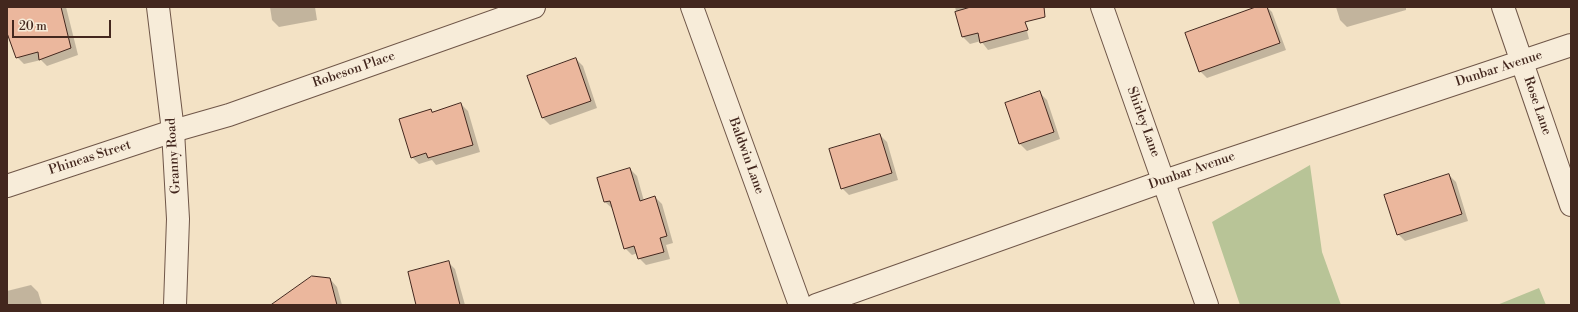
<!DOCTYPE html>
<style>
body{margin:0}
#map{position:relative;width:1578px;height:312px;overflow:hidden;background:#f3e2c5;font-family:"Libre Bodoni",serif}
canvas{display:block}
.frame{position:absolute;inset:0;border:8px solid #43271e;pointer-events:none}
.scale{position:absolute;left:12px;top:20px;width:99px;height:18px;box-sizing:border-box;border:2px solid #43271e;border-top:0;padding-left:5px;font-size:12px;line-height:14px;white-space:nowrap;color:#43271e;-webkit-text-stroke:3px #f7ecd9;paint-order:stroke}
</style>
<div id="map">
<canvas width="1578" height="312"></canvas>
<div class="frame"></div>
<div class="scale">20 m</div>
</div>
<script>
const ctx = document.querySelector('canvas').getContext('2d');
ctx.lineJoin = 'round';
function fillPath(path, color) { ctx.fillStyle = color; ctx.fill(path, 'evenodd'); }
function strokePath(path, color, width, dash) { ctx.strokeStyle = color; ctx.lineWidth = width; ctx.lineCap = dash ? 'butt' : 'round'; ctx.setLineDash(dash || []); ctx.stroke(path); }
function drawText(font, color, halo, rows, align = 'center') {
  ctx.font = font + ' "Libre Bodoni",serif'; ctx.lineWidth = 4; ctx.setLineDash([]); ctx.textBaseline = 'middle'; ctx.strokeStyle = halo; ctx.fillStyle = color; for (const [text, x, y, turn = 0] of rows) {
    ctx.save(); ctx.translate(x, y); ctx.rotate((+turn || 0) * Math.PI / 180); ctx.textAlign = isNaN(turn) ? turn : align; if (halo) ctx.strokeText(text, 0, 0); ctx.fillText(text, 0, 0); ctx.restore();
  }
}
fillPath(new Path2D(`
 M 1310,165 L 1322,252 L 1341,305 L 1240,305 L 1212,222 Z
 M 1539,288 L 1546,305 L 1497,305 Z`), '#b8c497');
fillPath(new Path2D(`
 M 7,7 L 66,7 L 78,55 L 47,66 L 41,60 L 24,64 L 17,57 L 7,30 Z
 M 270,7 L 315,7 L 317,20 L 279,27 L 272,20 Z
 M 955,7 L 1021,7 L 1029,39 L 988,50 L 981,41 L 970,44 L 963,37 Z
 M 1259,7 L 1267,7 L 1272,12 L 1286,50 L 1207,78 L 1200,71 Z
 M 1336,7 L 1406,7 L 1406,10 L 1347,27 L 1340,20 Z
 M 576,59 L 583,66 L 597,108 L 550,125 L 543,118 L 528,76 Z
 M 1040,93 L 1047,100 L 1060,139 L 1027,151 L 1020,144 Z
 M 461,104 L 468,111 L 480,152 L 436,165 L 432,160 L 419,164 L 412,157 L 430,110 L 433,113 Z
 M 880,135 L 887,142 L 898,180 L 849,195 L 842,188 Z
 M 630,169 L 637,176 L 644,201 L 655,197 L 662,204 L 673,243 L 666,245 L 670,259 L 646,265 L 639,258 L 638,253 L 632,255 L 625,248 L 613,209 L 605,202 L 598,178 Z
 M 1449,175 L 1456,182 L 1468,221 L 1405,241 L 1398,234 Z
 M 448,262 L 455,269 L 465,305 L 418,305 Z
 M 330,279 L 337,287 L 342,305 L 283,305 Z
 M 31,285 L 38,292 L 42,305 L 7,305 L 7,291 Z`), '#0003');
const building = new Path2D(`
 M 7,7 L 61,7 L 71,48 L 39,60 L 38,52 L 16,58 L 7,33 Z
 M 971,7 L 1044,7 L 1045,17 L 1025,22 L 1028,30 L 980,43 L 978,33 L 962,37 L 955,12 Z
 M 1256,7 L 1267,7 L 1280,43 L 1199,72 L 1185,33 Z
 M 576,58 L 591,101 L 542,118 L 527,76 Z
 M 1040,91 L 1054,132 L 1019,144 L 1005,103 Z
 M 461,103 L 473,145 L 428,158 L 426,153 L 411,158 L 399,119 L 431,109 L 432,112 Z
 M 880,134 L 892,173 L 841,189 L 829,149 Z
 M 630,168 L 640,201 L 655,196 L 667,236 L 660,238 L 664,252 L 638,259 L 634,246 L 624,249 L 610,201 L 604,202 L 597,178 Z
 M 1449,174 L 1462,214 L 1397,235 L 1384,195 Z
 M 449,261 L 460,305 L 416,305 L 408,272 Z
 M 312,276 L 330,278 L 337,305 L 271,305 Z`);
fillPath(building, '#ebb79d');
strokePath(building, '#43271e', 1);
const minor = new Path2D(`
 M 692,7 L 800,305
 M 1102,7 L 1207,305
 M 1503,7 L 1571,205
 M 7,186 L 173,131 L 229,115 L 534,7
 M 816,305 L 1164,181 L 1571,45`);
const tertiary = new Path2D(`
 M 158,7 L 173,131 L 178,219 L 175,305`);
strokePath(minor, '#6f5648', 24);
strokePath(tertiary, '#6f5648', 24);
strokePath(minor, '#f7ecd9', 22);
strokePath(tertiary, '#f7ecd9', 22);
drawText('13px', '#43271e', '#f7ecd9', [
 ["Dunbar Avenue",1499,69,-18],
 ["Robeson Place",354,70,-19],
 ["Rose Lane",1537,106,71],
 ["Shirley Lane",1143,122,70],
 ["Granny Road",174,156,-94],
 ["Baldwin Lane",746,156,70],
 ["Phineas Street",90,158,-18],
 ["Dunbar Avenue",1192,171,-19]
]);
</script>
———
# PROBLEM TO SOLVE
Taking the lines above, repeat exactly those from the line that contains "M 880,135 L" through the line that contains "fillPath(building, '#ebb79d');", and both of those lines as well. Include nothing else.

# SOLUTION
 M 880,135 L 887,142 L 898,180 L 849,195 L 842,188 Z
 M 630,169 L 637,176 L 644,201 L 655,197 L 662,204 L 673,243 L 666,245 L 670,259 L 646,265 L 639,258 L 638,253 L 632,255 L 625,248 L 613,209 L 605,202 L 598,178 Z
 M 1449,175 L 1456,182 L 1468,221 L 1405,241 L 1398,234 Z
 M 448,262 L 455,269 L 465,305 L 418,305 Z
 M 330,279 L 337,287 L 342,305 L 283,305 Z
 M 31,285 L 38,292 L 42,305 L 7,305 L 7,291 Z`), '#0003');
const building = new Path2D(`
 M 7,7 L 61,7 L 71,48 L 39,60 L 38,52 L 16,58 L 7,33 Z
 M 971,7 L 1044,7 L 1045,17 L 1025,22 L 1028,30 L 980,43 L 978,33 L 962,37 L 955,12 Z
 M 1256,7 L 1267,7 L 1280,43 L 1199,72 L 1185,33 Z
 M 576,58 L 591,101 L 542,118 L 527,76 Z
 M 1040,91 L 1054,132 L 1019,144 L 1005,103 Z
 M 461,103 L 473,145 L 428,158 L 426,153 L 411,158 L 399,119 L 431,109 L 432,112 Z
 M 880,134 L 892,173 L 841,189 L 829,149 Z
 M 630,168 L 640,201 L 655,196 L 667,236 L 660,238 L 664,252 L 638,259 L 634,246 L 624,249 L 610,201 L 604,202 L 597,178 Z
 M 1449,174 L 1462,214 L 1397,235 L 1384,195 Z
 M 449,261 L 460,305 L 416,305 L 408,272 Z
 M 312,276 L 330,278 L 337,305 L 271,305 Z`);
fillPath(building, '#ebb79d');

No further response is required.